This short entry summarizes what I found (and learned) about using smooth terms (splines) within brms mixed-models fitted with the brms R-package and a zero-one-inflated beta family (zoib) and, about the importance of modelling sigma in these cases.
The main reference to this entry was found in Estimating Distributional Models with brms (Paul Bürkner, 2023) and specifically in the final section about Additive distributional models.
In my particular case, I’m trying to fit a mixed-model to predict the percentage (ratio) of online homework coverage (outcome) ranging from 0 to 1 where there are some zeroes and ones and it did not follow a normal distribution (this is why I’m using a zoib family).
To predict the response variable (homework coverage) I have to deal with smooth terms because one of my predictors (Attempts by item) didn’t show a linear relationship with the outcome. Furthermore, my model includes two varying intercepts: (1|Topic) and (1|IDnumber) because observations are nested by topics and pupils.
Smooth term predictors can be added into a brms formula as s(smooth_term_predictor) as indicated here and in this another useful example. However, as I want to go further and investigate how the smooth term «interact» with another linear predictor to explain the outcome, I have two choices depending on whether the linear predictor is continuous (continuous_predictor) or categorical (categorical_predictor). This is:
If it is continuous we can use:
and, if it is categorical we can use:
s(smooth_term_predictor by= categorical_predictor)

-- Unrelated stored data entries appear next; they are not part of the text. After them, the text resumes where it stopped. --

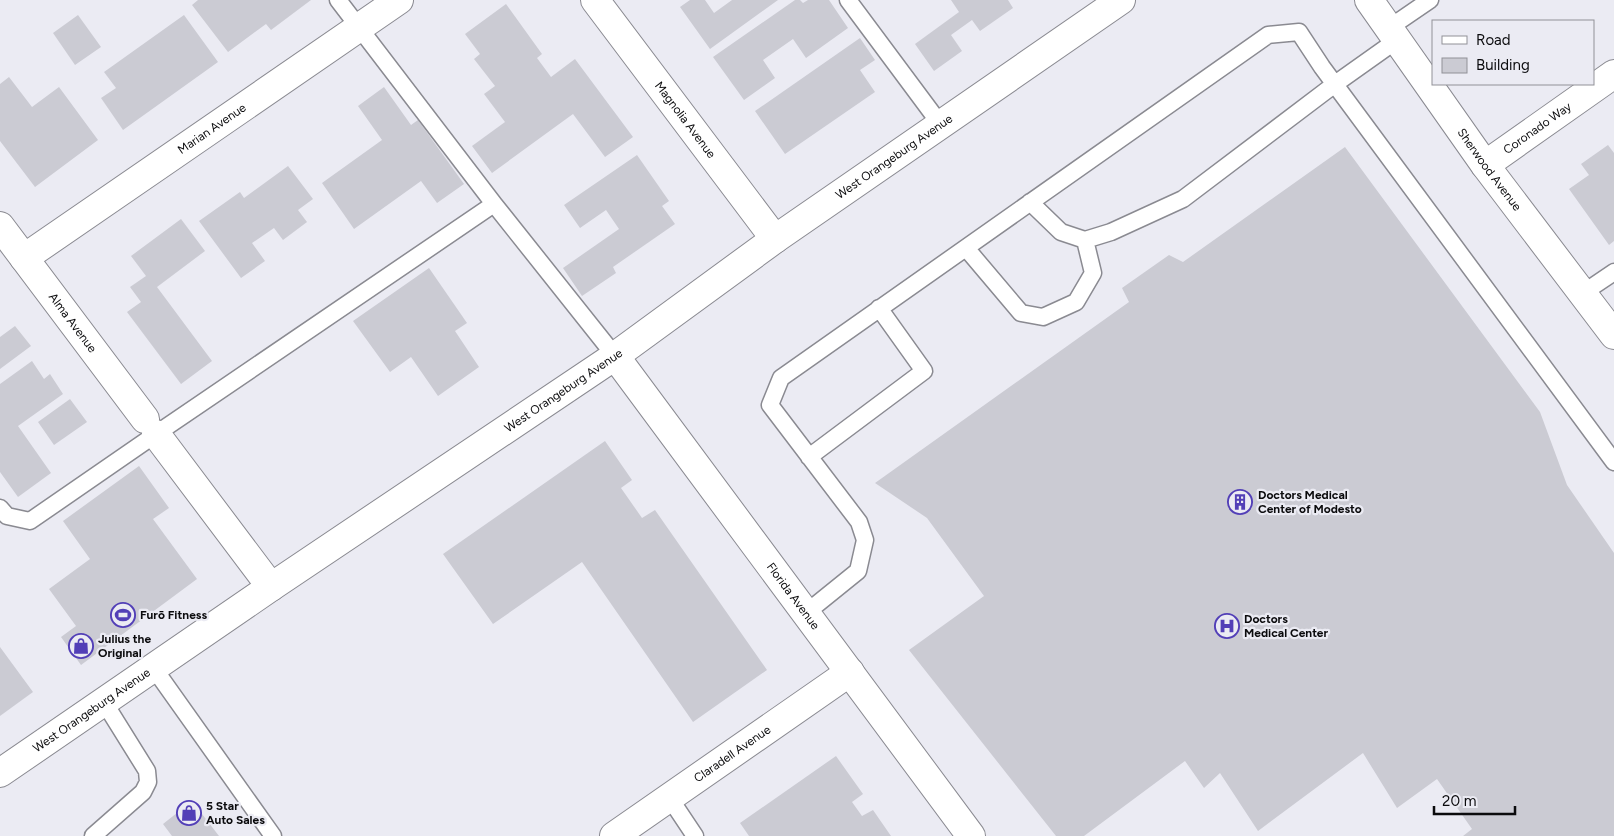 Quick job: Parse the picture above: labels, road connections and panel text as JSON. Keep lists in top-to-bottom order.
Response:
{
  "streets": {
    "street": [
      "Magnolia Avenue",
      "Coronado Way",
      "Marian Avenue",
      "West Orangeburg Avenue",
      "Sherwood Avenue",
      "Alma Avenue",
      "Florida Avenue",
      "Claradell Avenue"
    ]
  },
  "crossings": [
    ["Magnolia Avenue", "West Orangeburg Avenue"],
    ["Coronado Way", "Sherwood Avenue"],
    ["Marian Avenue", "Alma Avenue"],
    ["West Orangeburg Avenue", "Alma Avenue"],
    ["West Orangeburg Avenue", "Florida Avenue"],
    ["Florida Avenue", "Claradell Avenue"]
  ],
  "places": {
    "building": ["Doctors Medical Center of Modesto"],
    "sports": ["Furō Fitness"],
    "hospital": ["Doctors Medical Center"],
    "shop": ["Julius the Original", "5 Star Auto Sales"]
  },
  "legend": ["Road", "Building"],
  "scale_bar": "20 m"
}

The interpretation of outcomes from a zoib mixed-models for these «particular» explanatory variables is not straightforward. Firstly, because coefficients are given in logit scale which need to be transformed to properly understand their effects, and secondly, because the effects of smooth terms are different depending on which zone of the spline you are looking at. Therefore, it is recommended to look at their plots (e.g., with brms::conditional_effects() or marginaleffects::plot_predictions()) to get a first intuition about their relationships (effects) with the outcome.
Interestingly, I also learned how important is «not to assume that the residual standard deviation sigma was the same» . On the contrary, and very often, one should expect it to vary by the smoothing terms and the varying intercepts as explained here:
[…] In the above example, we only considered the mean of the response distribution to vary by predictor1 and predictor2, but this my not necessarily reasonable assumption, as the variation of the response might vary with these variables as well. Accordingly, we fit splines and effects of district for both the location and the scale parameter, which is called sigma in Gaussian models.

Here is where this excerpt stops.